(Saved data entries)
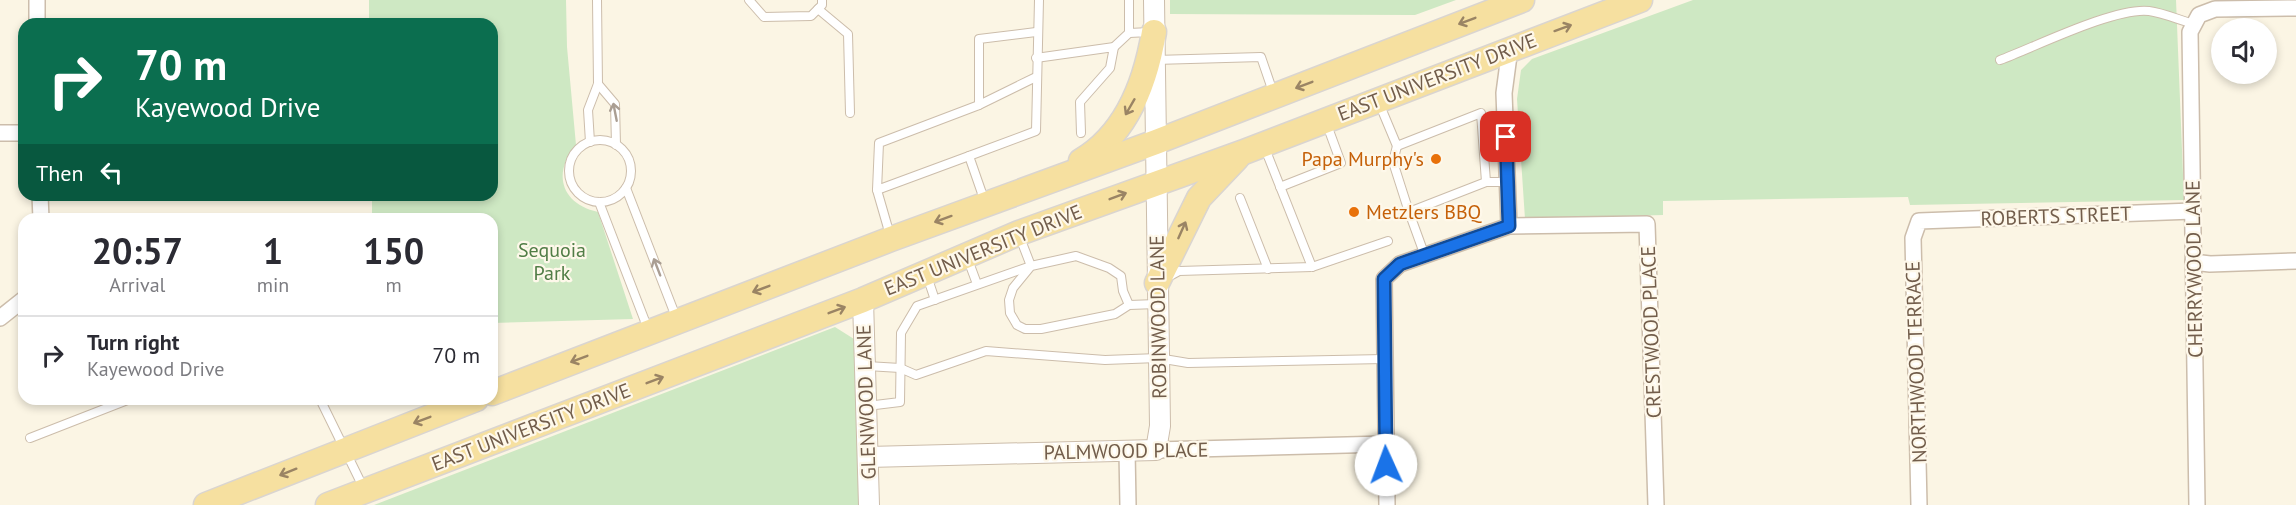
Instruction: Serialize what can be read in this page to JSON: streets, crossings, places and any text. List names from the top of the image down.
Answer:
{
  "streets": {
    "main road": ["EAST UNIVERSITY DRIVE"],
    "street": [
      "ROBERTS STREET",
      "CHERRYWOOD LANE",
      "ROBINWOOD LANE",
      "CRESTWOOD PLACE",
      "NORTHWOOD TERRACE",
      "GLENWOOD LANE",
      "PALMWOOD PLACE"
    ]
  },
  "crossings": [
    ["EAST UNIVERSITY DRIVE", "ROBINWOOD LANE"],
    ["EAST UNIVERSITY DRIVE", "GLENWOOD LANE"],
    ["ROBERTS STREET", "CHERRYWOOD LANE"],
    ["ROBERTS STREET", "NORTHWOOD TERRACE"],
    ["ROBINWOOD LANE", "PALMWOOD PLACE"],
    ["GLENWOOD LANE", "PALMWOOD PLACE"]
  ],
  "parks": ["Sequoia Park"],
  "places": ["Papa Murphy's", "Metzlers BBQ"],
  "page": {
    "turn": ["70 m", "Kayewood Drive"],
    "then": "Then",
    "eta": [
      "20:57",
      "Arrival",
      "1",
      "min",
      "150",
      "m"
    ],
    "list": [
      {
        "name": "Turn right",
        "note": "Kayewood Drive",
        "value": "70 m"
      }
    ]
  }
}
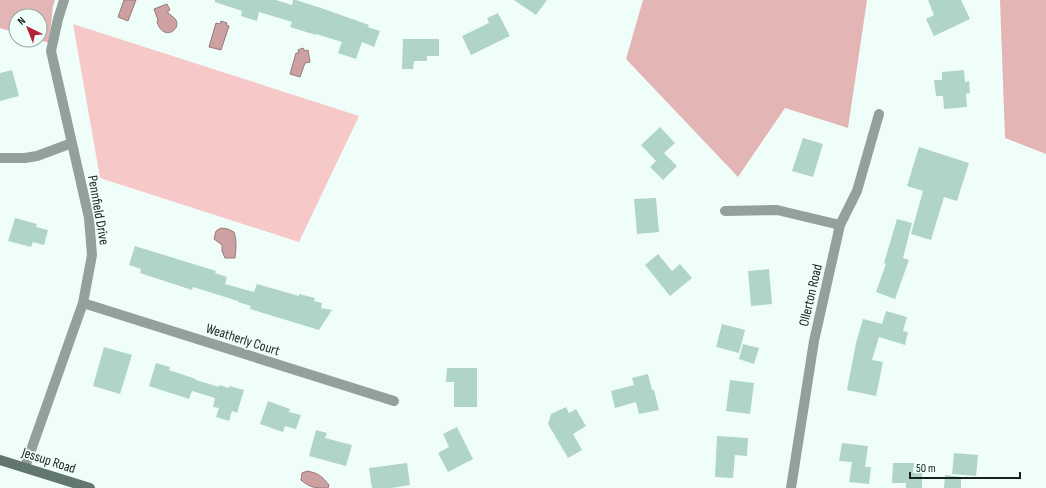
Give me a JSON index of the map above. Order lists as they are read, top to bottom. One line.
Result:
{"streets":{"street":["Pennfield Drive","Ollerton Road","Weatherly Court","Jessup Road"]},"crossings":[["Pennfield Drive","Weatherly Court"],["Pennfield Drive","Jessup Road"]],"scale_bar":"50 m","north":"top left"}
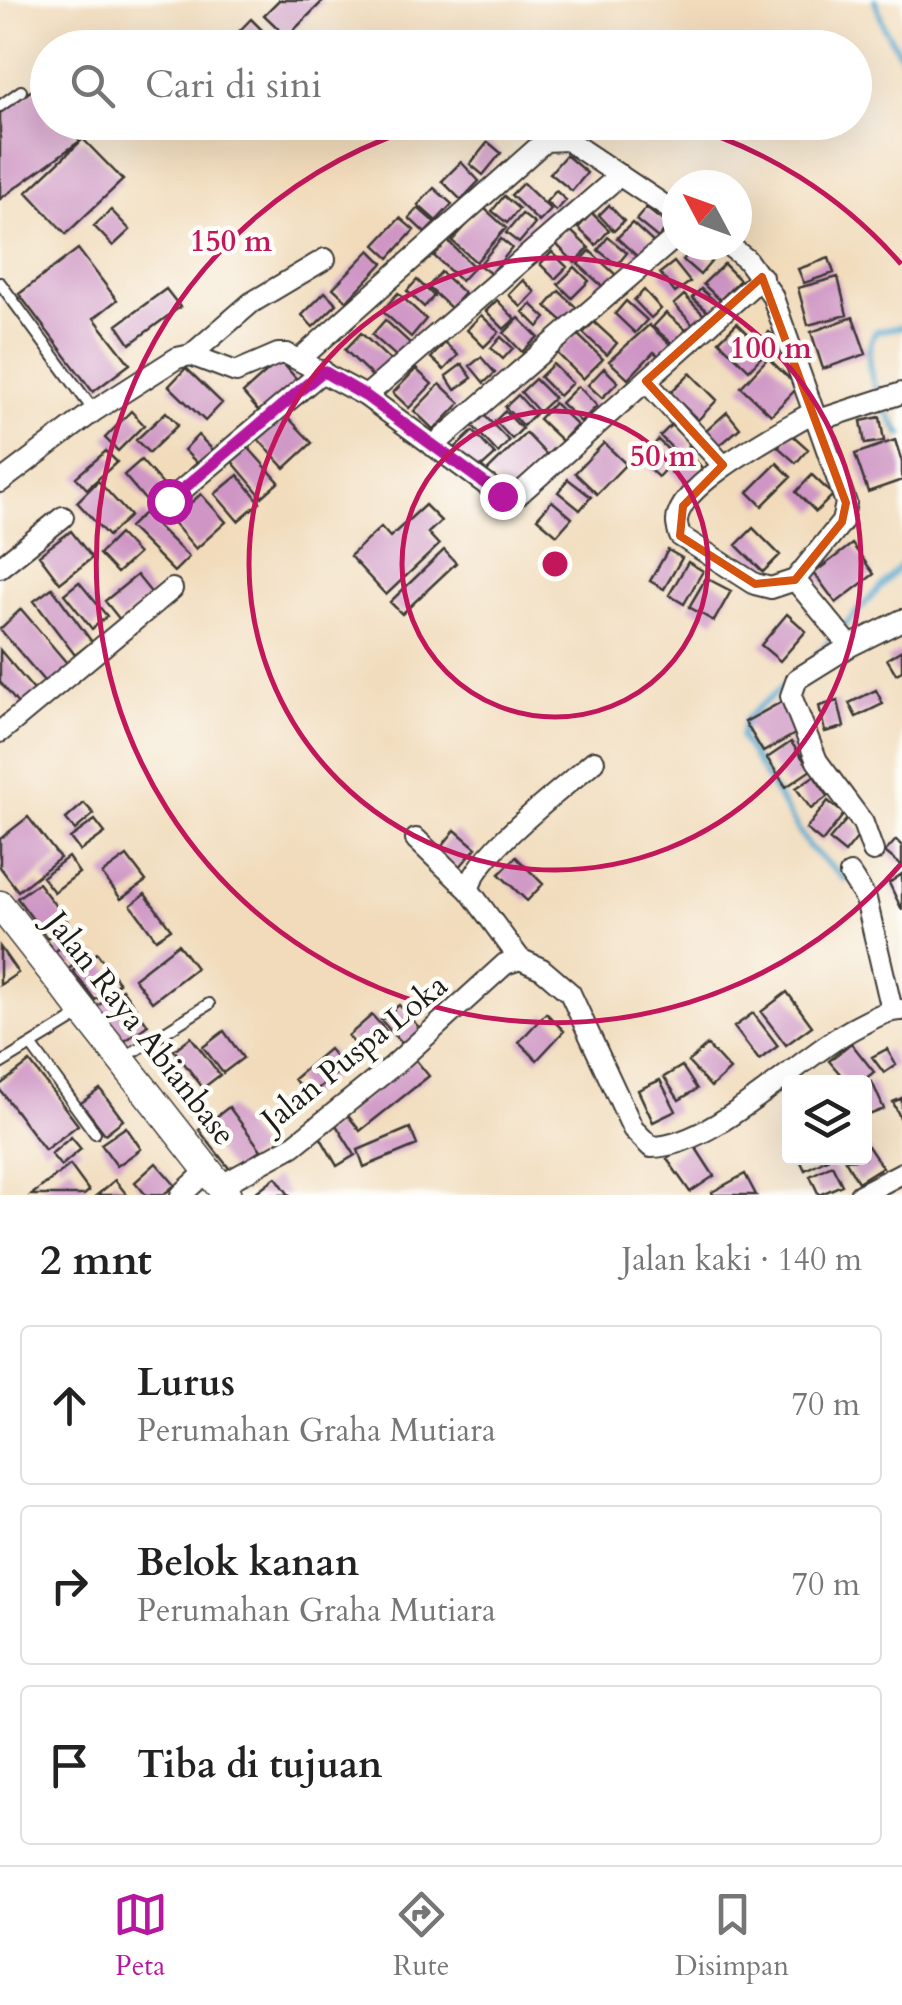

● **Work instructions**: The data shown above must be printed again exactly, with no images included.

● **Solution to the exercise**:
Instruction: Serialize what can be read in this page to JSON: streets, crossings, places and any text. List names from the top of the image down.
Answer:
{
  "streets": {
    "main road": ["EAST UNIVERSITY DRIVE"],
    "street": [
      "ROBERTS STREET",
      "CHERRYWOOD LANE",
      "ROBINWOOD LANE",
      "CRESTWOOD PLACE",
      "NORTHWOOD TERRACE",
      "GLENWOOD LANE",
      "PALMWOOD PLACE"
    ]
  },
  "crossings": [
    ["EAST UNIVERSITY DRIVE", "ROBINWOOD LANE"],
    ["EAST UNIVERSITY DRIVE", "GLENWOOD LANE"],
    ["ROBERTS STREET", "CHERRYWOOD LANE"],
    ["ROBERTS STREET", "NORTHWOOD TERRACE"],
    ["ROBINWOOD LANE", "PALMWOOD PLACE"],
    ["GLENWOOD LANE", "PALMWOOD PLACE"]
  ],
  "parks": ["Sequoia Park"],
  "places": ["Papa Murphy's", "Metzlers BBQ"],
  "page": {
    "turn": ["70 m", "Kayewood Drive"],
    "then": "Then",
    "eta": [
      "20:57",
      "Arrival",
      "1",
      "min",
      "150",
      "m"
    ],
    "list": [
      {
        "name": "Turn right",
        "note": "Kayewood Drive",
        "value": "70 m"
      }
    ]
  }
}
Give me a JSON index of the map above. Order lists as they are read, top to bottom. One line.
Result:
{"streets":{"street":["Pennfield Drive","Ollerton Road","Weatherly Court","Jessup Road"]},"crossings":[["Pennfield Drive","Weatherly Court"],["Pennfield Drive","Jessup Road"]],"scale_bar":"50 m","north":"top left"}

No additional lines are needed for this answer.